- [What is being asked] Write out exactly the lines from the first line of the records below through the line that contains "1px #5f5245) drop-shadow(0", and stop there.

- [Input material]
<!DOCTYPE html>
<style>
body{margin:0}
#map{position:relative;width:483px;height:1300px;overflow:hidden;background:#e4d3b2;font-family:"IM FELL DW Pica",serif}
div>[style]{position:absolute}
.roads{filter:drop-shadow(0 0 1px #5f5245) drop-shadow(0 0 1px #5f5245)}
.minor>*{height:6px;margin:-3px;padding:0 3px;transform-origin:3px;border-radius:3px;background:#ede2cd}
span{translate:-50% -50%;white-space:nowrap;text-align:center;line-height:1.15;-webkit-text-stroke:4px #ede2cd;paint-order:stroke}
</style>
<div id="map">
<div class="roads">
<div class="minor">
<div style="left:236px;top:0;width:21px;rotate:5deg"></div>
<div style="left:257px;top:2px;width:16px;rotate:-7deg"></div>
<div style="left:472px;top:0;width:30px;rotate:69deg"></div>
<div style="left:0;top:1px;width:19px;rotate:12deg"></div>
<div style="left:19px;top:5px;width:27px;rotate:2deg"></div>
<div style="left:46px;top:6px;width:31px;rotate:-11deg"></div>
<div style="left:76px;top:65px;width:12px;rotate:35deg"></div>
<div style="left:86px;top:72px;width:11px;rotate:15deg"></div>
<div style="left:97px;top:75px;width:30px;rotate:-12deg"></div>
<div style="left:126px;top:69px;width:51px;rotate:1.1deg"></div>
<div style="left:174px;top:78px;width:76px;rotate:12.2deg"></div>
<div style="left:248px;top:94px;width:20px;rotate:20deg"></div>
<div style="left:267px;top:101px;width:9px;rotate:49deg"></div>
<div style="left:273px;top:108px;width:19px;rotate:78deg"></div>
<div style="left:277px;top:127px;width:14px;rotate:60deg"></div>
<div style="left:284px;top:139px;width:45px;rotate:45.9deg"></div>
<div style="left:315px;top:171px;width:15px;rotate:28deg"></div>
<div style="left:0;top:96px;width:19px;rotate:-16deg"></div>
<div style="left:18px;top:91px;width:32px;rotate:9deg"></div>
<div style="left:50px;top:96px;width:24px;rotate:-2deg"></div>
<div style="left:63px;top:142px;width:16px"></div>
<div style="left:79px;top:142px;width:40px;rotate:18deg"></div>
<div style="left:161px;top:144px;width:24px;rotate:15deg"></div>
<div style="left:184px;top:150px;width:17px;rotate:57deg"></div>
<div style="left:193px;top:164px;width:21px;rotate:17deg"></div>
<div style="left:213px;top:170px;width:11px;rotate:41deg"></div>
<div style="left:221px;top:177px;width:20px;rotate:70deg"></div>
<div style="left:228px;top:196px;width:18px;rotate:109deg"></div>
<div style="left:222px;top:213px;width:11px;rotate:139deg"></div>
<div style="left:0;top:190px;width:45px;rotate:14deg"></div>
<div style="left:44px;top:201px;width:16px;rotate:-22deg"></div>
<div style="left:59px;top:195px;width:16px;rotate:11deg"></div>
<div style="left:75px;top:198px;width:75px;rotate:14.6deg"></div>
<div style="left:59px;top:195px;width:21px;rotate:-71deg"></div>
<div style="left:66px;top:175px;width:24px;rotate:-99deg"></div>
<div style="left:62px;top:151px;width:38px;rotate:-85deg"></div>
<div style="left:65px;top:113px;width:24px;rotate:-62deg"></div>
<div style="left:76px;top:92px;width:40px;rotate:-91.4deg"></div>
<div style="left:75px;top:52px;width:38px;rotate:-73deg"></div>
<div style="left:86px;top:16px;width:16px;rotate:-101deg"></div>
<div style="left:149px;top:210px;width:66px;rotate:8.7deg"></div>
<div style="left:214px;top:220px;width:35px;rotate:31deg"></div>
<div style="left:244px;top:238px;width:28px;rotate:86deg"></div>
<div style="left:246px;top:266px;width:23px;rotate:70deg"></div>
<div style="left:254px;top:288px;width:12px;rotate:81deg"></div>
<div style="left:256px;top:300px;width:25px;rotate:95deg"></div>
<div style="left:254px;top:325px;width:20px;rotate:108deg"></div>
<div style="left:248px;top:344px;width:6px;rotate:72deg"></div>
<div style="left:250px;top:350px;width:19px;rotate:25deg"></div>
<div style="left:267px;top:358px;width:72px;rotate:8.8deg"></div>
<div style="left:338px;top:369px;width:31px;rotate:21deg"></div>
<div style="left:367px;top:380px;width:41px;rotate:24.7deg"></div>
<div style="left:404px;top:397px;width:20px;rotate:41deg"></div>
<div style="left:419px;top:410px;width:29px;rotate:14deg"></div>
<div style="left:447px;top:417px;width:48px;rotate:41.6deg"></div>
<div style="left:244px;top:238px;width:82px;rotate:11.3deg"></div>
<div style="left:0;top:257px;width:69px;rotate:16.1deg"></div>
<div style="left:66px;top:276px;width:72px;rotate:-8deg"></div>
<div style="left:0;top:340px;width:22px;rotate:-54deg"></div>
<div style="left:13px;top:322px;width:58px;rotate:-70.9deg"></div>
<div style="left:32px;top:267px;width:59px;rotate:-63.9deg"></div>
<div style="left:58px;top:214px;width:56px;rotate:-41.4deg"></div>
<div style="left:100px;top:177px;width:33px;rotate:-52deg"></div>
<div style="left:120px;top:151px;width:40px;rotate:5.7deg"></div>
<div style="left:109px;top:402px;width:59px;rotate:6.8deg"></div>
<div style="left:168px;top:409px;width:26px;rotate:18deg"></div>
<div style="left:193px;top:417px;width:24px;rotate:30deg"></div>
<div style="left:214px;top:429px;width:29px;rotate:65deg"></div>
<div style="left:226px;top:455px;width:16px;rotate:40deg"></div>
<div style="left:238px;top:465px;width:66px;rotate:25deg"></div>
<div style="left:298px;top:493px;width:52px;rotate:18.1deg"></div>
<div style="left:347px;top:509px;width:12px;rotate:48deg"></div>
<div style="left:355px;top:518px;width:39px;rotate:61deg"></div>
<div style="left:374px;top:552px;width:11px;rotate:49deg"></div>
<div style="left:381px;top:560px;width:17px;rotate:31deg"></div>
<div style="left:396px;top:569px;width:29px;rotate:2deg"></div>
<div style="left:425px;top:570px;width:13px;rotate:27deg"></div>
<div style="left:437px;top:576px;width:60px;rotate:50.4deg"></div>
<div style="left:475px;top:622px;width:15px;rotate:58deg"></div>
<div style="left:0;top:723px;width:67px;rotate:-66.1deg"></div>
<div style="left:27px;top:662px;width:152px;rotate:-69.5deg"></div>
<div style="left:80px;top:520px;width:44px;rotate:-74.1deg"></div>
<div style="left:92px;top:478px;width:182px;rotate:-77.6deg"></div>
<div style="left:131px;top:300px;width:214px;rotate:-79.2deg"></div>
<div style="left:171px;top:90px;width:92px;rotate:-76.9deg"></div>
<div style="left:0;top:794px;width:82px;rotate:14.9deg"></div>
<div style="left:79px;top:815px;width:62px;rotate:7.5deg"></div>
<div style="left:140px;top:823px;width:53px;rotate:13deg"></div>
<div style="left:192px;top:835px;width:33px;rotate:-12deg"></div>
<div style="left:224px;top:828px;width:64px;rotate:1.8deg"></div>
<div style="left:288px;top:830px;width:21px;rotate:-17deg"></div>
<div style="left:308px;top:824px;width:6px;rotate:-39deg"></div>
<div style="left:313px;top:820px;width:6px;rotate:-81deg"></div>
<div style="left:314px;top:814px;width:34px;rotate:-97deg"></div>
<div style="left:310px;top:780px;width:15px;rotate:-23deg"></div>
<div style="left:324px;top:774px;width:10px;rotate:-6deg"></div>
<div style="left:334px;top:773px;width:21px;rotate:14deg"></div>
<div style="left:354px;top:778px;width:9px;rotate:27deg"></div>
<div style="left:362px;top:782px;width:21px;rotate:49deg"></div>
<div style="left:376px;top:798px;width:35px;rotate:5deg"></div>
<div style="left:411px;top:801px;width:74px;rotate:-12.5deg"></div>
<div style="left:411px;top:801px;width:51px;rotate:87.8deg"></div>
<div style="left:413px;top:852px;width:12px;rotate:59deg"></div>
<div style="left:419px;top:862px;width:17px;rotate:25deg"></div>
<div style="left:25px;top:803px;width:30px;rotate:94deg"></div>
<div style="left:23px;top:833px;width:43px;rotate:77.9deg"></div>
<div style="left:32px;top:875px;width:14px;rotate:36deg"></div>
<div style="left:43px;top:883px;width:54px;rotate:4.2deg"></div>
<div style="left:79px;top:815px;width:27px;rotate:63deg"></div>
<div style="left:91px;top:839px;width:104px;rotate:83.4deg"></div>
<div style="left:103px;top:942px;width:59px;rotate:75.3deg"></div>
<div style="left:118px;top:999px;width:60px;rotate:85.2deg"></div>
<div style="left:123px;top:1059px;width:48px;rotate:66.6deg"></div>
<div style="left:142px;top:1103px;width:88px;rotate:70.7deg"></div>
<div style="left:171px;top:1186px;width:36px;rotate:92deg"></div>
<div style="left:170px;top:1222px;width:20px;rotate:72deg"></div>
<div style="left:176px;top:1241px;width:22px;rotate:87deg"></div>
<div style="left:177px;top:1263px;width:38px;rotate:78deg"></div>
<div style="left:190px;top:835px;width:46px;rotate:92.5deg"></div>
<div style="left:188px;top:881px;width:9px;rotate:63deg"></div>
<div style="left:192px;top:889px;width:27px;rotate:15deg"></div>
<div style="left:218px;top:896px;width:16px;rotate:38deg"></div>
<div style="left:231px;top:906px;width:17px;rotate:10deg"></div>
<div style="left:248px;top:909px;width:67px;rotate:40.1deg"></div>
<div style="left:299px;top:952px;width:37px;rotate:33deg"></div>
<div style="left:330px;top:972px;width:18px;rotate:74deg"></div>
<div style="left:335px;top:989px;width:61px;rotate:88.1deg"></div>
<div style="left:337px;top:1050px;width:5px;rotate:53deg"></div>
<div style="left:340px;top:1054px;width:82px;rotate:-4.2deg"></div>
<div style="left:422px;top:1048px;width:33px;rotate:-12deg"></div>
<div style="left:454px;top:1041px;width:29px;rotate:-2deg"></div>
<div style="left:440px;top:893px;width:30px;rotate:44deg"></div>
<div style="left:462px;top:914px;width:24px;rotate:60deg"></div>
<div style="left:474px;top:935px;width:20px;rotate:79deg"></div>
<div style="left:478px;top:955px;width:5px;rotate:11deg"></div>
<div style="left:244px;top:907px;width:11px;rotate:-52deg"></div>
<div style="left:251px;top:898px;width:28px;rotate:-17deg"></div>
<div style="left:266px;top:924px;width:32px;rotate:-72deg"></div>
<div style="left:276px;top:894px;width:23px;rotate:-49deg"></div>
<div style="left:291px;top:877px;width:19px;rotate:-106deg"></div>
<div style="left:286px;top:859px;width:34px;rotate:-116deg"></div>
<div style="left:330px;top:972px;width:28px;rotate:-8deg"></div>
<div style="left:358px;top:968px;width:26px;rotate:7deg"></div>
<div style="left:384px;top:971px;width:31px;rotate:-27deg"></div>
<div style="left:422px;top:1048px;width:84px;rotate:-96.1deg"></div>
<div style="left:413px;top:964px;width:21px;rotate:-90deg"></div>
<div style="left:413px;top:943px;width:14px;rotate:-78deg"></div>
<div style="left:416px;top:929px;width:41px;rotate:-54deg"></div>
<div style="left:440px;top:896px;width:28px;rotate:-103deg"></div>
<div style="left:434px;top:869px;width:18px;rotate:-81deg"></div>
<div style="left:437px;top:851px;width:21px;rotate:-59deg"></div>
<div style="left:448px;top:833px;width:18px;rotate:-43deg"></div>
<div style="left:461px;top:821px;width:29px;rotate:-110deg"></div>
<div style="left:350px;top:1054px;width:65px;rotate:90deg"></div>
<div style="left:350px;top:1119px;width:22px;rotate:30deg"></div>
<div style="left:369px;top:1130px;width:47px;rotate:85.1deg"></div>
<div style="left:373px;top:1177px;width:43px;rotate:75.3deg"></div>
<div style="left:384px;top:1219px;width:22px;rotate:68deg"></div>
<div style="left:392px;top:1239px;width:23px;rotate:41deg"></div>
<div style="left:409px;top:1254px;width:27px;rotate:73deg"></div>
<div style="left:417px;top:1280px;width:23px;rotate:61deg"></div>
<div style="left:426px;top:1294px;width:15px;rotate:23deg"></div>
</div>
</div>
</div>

- [Finished exercise]
<!DOCTYPE html>
<style>
body{margin:0}
#map{position:relative;width:483px;height:1300px;overflow:hidden;background:#e4d3b2;font-family:"IM FELL DW Pica",serif}
div>[style]{position:absolute}
.roads{filter:drop-shadow(0 0 1px #5f5245) drop-shadow(0 0 1px #5f5245)}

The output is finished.